▶ _How to complete this task_
Every line below that contains the word "buttons" must be copied.

▶ _Records shown_
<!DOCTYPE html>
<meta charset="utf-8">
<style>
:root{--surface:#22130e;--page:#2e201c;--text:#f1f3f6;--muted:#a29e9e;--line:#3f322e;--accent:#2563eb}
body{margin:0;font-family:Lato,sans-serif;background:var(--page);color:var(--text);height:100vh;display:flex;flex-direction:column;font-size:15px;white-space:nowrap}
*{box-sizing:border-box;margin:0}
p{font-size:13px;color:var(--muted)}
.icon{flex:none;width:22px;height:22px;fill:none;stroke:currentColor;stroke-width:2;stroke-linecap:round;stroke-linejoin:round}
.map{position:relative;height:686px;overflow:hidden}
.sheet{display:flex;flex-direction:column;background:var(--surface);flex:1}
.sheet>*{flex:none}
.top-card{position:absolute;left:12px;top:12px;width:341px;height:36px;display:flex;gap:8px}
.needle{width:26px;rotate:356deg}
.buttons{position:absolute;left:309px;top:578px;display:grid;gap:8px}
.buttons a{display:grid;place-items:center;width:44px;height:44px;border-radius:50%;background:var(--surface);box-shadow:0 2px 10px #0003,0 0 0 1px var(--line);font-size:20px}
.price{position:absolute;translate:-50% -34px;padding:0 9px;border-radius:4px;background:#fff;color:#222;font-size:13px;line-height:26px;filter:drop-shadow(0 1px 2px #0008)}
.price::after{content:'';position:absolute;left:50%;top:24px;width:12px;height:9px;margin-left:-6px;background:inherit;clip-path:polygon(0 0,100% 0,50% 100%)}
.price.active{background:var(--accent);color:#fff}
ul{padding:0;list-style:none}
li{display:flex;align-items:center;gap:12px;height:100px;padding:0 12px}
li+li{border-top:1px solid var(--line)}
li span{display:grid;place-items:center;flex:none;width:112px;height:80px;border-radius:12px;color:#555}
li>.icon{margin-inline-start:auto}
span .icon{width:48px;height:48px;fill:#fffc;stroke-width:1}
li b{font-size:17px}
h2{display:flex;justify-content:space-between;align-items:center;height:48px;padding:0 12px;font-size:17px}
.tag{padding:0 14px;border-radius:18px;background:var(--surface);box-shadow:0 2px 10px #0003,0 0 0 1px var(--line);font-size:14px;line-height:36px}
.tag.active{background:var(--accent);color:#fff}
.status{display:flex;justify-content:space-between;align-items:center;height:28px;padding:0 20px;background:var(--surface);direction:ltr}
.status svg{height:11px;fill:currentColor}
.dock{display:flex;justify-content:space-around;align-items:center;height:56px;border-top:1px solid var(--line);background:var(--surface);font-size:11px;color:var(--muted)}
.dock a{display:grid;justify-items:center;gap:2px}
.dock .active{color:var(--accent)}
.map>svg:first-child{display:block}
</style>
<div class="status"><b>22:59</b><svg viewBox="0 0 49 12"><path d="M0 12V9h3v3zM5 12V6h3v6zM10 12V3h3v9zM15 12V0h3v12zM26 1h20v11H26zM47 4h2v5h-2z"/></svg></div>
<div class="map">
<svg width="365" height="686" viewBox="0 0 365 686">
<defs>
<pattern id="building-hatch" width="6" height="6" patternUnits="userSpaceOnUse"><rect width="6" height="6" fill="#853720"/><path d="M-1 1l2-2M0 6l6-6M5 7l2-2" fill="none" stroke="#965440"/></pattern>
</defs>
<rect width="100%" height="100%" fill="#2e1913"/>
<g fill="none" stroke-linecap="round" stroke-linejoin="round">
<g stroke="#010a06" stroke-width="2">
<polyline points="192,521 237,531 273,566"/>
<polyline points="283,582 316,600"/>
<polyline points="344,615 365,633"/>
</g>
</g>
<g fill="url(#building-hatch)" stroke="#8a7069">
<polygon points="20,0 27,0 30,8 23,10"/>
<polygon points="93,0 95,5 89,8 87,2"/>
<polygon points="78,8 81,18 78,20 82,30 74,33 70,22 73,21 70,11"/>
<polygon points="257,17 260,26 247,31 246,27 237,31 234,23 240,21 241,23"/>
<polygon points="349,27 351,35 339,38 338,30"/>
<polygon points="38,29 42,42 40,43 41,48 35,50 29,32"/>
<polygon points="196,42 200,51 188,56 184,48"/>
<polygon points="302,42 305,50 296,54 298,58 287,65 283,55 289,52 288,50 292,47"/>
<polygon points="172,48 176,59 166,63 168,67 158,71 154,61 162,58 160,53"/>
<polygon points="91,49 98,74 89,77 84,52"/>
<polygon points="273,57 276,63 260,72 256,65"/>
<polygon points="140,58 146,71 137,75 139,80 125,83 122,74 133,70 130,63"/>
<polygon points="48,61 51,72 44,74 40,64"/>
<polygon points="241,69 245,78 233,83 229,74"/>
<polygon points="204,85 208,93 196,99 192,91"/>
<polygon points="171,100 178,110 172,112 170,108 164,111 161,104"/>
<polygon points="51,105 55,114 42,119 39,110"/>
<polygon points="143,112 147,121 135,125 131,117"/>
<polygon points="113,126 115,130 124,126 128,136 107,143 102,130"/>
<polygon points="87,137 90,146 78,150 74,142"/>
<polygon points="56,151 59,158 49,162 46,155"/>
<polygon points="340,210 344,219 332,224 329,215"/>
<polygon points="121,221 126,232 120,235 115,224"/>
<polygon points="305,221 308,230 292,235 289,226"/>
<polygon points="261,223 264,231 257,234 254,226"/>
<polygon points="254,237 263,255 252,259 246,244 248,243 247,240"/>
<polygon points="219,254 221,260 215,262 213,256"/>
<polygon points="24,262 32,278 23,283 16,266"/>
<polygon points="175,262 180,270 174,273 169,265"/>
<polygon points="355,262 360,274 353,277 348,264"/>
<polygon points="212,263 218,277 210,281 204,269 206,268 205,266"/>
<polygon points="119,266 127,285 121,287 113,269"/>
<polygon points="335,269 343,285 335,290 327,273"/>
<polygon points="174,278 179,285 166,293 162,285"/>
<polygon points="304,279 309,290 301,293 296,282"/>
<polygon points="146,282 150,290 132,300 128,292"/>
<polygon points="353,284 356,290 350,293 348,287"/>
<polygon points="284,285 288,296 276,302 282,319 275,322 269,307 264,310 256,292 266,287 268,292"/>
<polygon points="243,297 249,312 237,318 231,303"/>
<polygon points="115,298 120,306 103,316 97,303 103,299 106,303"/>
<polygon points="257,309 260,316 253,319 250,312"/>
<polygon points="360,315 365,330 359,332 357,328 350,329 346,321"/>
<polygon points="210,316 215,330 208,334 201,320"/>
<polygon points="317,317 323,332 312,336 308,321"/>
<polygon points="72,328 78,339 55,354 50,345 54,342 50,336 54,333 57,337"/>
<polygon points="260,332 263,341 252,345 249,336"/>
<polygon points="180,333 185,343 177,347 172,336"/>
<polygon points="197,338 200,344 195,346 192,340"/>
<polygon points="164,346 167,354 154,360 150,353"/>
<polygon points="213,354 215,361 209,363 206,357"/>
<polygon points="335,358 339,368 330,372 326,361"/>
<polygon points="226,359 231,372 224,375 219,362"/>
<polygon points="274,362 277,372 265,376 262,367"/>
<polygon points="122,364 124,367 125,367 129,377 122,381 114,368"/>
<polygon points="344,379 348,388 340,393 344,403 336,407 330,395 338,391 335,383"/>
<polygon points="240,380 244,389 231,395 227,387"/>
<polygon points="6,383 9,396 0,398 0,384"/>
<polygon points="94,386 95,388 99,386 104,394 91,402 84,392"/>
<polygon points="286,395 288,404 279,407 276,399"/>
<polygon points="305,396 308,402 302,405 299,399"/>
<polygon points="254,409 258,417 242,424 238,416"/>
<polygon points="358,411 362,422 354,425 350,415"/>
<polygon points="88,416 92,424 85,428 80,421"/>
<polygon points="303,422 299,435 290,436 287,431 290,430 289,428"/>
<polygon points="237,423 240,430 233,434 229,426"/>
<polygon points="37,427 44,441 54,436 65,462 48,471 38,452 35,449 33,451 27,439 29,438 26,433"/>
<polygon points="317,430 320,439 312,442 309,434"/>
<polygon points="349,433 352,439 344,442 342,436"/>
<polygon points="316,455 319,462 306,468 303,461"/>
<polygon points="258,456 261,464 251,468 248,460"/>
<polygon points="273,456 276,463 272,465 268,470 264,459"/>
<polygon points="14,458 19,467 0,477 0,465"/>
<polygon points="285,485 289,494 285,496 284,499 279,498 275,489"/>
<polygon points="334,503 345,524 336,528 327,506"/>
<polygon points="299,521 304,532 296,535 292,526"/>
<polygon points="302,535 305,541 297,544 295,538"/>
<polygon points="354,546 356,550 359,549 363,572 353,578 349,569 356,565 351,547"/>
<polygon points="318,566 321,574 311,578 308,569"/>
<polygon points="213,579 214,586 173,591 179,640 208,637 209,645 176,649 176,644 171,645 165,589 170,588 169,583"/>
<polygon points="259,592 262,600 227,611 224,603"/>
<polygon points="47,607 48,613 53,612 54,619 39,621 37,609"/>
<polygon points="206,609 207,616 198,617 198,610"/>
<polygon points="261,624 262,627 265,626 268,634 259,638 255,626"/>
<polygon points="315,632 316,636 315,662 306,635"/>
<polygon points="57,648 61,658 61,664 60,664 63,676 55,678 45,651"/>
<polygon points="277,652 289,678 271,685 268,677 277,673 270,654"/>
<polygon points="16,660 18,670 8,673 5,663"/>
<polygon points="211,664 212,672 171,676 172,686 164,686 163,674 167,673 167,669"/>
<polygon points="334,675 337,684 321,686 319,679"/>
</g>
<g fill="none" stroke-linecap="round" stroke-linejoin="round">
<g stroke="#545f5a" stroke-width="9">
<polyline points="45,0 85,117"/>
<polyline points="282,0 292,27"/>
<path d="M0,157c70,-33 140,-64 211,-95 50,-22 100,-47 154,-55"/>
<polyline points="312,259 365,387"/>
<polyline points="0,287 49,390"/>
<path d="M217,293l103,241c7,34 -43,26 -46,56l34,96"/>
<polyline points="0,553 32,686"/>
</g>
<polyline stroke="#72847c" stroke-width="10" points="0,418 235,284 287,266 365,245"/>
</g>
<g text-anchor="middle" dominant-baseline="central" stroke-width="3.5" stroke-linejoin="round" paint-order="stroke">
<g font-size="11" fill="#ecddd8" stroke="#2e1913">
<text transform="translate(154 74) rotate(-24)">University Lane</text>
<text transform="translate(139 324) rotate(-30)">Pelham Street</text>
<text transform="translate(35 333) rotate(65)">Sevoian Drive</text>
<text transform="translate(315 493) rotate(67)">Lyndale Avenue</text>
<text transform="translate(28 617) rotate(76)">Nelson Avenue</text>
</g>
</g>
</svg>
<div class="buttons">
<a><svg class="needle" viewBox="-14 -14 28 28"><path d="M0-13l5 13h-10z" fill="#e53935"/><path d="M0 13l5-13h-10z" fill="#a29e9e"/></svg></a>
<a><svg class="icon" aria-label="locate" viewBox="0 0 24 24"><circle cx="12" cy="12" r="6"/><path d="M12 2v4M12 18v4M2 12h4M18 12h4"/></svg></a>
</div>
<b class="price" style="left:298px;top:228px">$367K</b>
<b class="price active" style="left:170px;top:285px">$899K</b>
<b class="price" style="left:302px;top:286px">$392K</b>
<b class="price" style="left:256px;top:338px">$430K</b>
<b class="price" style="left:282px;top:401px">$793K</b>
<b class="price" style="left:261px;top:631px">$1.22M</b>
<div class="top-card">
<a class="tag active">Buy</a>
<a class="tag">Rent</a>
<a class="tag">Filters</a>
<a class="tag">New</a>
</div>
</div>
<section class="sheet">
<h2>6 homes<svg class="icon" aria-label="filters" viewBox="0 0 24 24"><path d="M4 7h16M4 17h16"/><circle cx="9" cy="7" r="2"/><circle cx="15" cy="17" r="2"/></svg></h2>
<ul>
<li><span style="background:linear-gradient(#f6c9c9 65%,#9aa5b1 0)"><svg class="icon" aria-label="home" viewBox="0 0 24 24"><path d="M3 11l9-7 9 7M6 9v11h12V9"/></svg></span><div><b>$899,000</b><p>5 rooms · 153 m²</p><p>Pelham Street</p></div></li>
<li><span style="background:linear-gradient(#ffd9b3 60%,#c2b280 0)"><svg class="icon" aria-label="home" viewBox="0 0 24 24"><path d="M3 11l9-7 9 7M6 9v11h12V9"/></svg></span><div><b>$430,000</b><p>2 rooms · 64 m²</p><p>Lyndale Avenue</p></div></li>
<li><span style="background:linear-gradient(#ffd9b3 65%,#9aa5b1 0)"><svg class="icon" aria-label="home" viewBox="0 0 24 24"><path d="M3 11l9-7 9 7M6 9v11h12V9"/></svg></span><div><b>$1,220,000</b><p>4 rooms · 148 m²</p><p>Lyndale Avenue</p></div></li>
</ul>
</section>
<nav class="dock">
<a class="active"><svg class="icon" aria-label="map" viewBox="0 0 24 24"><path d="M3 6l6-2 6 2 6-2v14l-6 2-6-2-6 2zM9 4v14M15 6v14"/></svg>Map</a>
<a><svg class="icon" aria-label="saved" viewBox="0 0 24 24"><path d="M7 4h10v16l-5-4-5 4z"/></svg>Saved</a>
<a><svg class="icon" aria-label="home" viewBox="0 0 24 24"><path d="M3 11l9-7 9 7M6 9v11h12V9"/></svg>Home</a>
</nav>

▶ _Result for this task_
.buttons{position:absolute;left:309px;top:578px;display:grid;gap:8px}
.buttons a{display:grid;place-items:center;width:44px;height:44px;border-radius:50%;background:var(--surface);box-shadow:0 2px 10px #0003,0 0 0 1px var(--line);font-size:20px}
<div class="buttons">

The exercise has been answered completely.